3 DE MARÇO DE 2011
A paciente trazia uma típica história psiquiatrizada. Passara por vários psiquiatras e um deles (ou todos?) lhe dissera que ela tinha esquizofrenia. Íris, (nome fictício), com 48 anos, era atendida a cada 30 dias. As consultas duravam de 30 a 50 minutos. Falava muito, era teatral, contava histórias da sua vida, vicissitudes, desventuras, violências, dramas, traumas, mudanças, mortes, enfim, um louco percurso. A tragédia humana me chegava na voz-expressão daquela mulher forte.

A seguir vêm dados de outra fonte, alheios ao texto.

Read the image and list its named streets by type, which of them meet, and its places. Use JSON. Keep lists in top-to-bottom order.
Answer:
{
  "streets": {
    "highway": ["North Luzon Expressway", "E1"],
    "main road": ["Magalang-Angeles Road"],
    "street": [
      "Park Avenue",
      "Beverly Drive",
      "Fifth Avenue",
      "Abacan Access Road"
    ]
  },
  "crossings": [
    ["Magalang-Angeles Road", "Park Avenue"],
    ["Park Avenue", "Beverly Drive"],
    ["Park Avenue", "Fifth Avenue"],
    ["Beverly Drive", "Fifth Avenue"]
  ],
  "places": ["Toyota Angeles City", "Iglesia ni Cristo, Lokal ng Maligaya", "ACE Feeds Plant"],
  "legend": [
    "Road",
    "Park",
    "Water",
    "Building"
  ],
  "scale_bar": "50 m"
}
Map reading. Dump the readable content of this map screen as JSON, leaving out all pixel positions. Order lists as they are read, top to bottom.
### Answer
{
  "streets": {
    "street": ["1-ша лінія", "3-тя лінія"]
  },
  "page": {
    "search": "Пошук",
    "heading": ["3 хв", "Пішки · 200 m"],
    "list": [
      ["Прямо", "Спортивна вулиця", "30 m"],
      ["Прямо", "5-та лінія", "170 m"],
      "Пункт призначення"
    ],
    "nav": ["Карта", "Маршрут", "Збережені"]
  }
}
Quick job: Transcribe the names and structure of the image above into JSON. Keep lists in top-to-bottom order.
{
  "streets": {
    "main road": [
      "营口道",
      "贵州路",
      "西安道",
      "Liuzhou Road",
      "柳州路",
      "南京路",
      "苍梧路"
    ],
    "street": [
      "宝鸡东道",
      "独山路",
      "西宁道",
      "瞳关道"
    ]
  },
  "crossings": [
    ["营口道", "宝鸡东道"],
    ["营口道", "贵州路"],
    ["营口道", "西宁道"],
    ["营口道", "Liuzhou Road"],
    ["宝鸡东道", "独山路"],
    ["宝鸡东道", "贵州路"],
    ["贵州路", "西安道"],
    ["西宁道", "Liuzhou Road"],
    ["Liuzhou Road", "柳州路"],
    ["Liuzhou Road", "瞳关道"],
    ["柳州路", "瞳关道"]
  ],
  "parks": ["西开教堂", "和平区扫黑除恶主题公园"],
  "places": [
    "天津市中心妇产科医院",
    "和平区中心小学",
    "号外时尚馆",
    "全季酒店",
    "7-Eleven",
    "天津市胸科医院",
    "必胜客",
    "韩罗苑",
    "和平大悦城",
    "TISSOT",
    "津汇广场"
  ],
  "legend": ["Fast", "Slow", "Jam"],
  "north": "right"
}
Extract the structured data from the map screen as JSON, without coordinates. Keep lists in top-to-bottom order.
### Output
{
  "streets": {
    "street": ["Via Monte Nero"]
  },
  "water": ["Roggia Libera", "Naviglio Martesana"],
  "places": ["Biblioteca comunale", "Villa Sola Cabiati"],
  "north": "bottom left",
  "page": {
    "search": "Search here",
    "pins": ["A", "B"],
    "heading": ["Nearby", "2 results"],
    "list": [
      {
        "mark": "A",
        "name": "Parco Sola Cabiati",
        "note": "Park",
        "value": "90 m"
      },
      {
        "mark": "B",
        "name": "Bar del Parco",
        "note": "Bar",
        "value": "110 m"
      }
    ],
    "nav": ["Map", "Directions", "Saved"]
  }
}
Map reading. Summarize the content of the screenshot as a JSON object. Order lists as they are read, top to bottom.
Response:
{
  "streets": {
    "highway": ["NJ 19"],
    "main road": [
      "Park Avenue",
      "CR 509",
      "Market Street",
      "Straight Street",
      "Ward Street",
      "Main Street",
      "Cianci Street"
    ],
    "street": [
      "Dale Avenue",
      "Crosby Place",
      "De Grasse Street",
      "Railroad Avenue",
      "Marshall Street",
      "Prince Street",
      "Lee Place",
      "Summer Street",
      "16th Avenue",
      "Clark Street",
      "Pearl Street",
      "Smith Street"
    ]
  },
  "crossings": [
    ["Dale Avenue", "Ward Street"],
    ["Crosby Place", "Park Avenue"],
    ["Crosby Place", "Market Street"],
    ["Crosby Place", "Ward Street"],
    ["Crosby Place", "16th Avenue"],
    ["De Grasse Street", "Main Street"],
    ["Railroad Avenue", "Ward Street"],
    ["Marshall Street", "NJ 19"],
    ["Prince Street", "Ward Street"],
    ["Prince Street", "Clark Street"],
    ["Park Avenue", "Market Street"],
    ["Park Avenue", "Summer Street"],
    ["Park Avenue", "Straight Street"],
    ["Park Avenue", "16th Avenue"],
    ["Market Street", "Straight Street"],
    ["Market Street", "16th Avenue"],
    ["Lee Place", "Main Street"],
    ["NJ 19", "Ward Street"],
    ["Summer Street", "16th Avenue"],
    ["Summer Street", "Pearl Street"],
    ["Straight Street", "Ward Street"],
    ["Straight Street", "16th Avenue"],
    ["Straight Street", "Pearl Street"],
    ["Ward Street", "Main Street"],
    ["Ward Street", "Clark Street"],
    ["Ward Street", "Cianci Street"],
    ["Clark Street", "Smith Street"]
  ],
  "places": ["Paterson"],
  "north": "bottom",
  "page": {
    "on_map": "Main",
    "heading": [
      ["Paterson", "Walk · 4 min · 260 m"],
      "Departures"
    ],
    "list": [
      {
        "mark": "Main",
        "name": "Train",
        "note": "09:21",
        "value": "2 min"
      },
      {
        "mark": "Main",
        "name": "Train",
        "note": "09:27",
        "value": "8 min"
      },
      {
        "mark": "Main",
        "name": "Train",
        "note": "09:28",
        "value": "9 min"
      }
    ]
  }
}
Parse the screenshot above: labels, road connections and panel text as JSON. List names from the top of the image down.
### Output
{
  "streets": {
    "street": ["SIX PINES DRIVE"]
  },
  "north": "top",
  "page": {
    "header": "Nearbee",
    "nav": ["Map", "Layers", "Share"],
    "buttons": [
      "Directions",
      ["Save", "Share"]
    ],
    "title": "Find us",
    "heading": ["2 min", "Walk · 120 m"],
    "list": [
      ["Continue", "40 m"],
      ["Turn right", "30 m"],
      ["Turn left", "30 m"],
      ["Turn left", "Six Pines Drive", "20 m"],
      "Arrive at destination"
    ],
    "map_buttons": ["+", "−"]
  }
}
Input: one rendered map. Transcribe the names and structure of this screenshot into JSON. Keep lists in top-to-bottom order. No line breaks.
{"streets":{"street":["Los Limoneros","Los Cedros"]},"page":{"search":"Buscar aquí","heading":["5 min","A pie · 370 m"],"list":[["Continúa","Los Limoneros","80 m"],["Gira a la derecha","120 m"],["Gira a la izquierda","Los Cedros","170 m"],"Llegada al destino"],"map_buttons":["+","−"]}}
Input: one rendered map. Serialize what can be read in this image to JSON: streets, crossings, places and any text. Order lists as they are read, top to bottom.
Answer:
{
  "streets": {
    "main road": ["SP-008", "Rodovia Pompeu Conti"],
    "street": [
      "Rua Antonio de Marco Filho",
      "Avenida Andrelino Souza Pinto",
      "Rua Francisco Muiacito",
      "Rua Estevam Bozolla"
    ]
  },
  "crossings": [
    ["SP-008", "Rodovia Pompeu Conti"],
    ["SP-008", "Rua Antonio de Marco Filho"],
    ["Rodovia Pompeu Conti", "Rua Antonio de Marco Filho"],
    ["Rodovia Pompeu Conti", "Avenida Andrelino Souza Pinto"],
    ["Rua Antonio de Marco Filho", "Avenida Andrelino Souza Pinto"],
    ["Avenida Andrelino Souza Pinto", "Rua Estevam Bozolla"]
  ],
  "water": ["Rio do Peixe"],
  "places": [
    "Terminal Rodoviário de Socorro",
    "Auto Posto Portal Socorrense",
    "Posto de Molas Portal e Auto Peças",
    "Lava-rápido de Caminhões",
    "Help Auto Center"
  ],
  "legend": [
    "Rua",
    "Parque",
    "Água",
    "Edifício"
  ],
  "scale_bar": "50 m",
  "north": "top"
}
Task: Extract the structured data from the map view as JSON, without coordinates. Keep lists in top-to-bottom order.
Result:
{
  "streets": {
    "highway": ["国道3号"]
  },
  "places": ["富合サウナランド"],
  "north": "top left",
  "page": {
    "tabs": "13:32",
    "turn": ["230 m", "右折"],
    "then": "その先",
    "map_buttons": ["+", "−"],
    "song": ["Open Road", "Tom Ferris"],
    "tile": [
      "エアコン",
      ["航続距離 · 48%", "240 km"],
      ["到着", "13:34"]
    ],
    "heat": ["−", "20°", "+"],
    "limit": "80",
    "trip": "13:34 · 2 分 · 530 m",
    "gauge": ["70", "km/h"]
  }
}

Na sua fala o diagnóstico de esquizofrenia sempre voltava à cena, a reafirmar que "tinha esquizofrenia". Certa vez, ao dizê-lo, quis a minha confirmação: "Dr. o sr. também não acha que eu tenho esquizofrenia?". Eu disse que não sabia, não tinha ainda um diagnóstico firmado, mas que um dia provavelmente eu teria. Na verdade, eu já achava que ela "não tinha esquizofrenia", mas em face da subjetivação violenta que a máquina psiquiátrica lhe incutira na alma preferi aguardar. Usei um certo tempo para trabalhar a relação psiquiatra/paciente no sentido de criar condições técnicas para enunciar a Resposta. Esta seria contrária ao diagnóstico-sentença já consagrado. Como Íris voltava frequentemente ao tema ("porque sei que tenho esquizofrenia"), certa feita, achei que o momento, enfim, chegara. "Olha, Íris, quero lhe dizer uma coisa: é sobre esse diagnóstico que você tanto fala. Hoje eu lhe respondo ao que me perguntou: não, não, você não tem esquizofrenia". Ela fez uma cara de espanto e perplexidade. "O sr. tem certeza, dr?" Respondi que sim, que tinha certeza. E repeti: "Você não tem esquizofrenia!". Ela ficou alguns segundos em silêncio, assentiu com a cabeça e disse: "Tá bom, doutor, eu vou acreditar por que é o sr que está me falando. Mas, o que posso dizer é que sei que tem alguma coisa errada comigo".
A.M.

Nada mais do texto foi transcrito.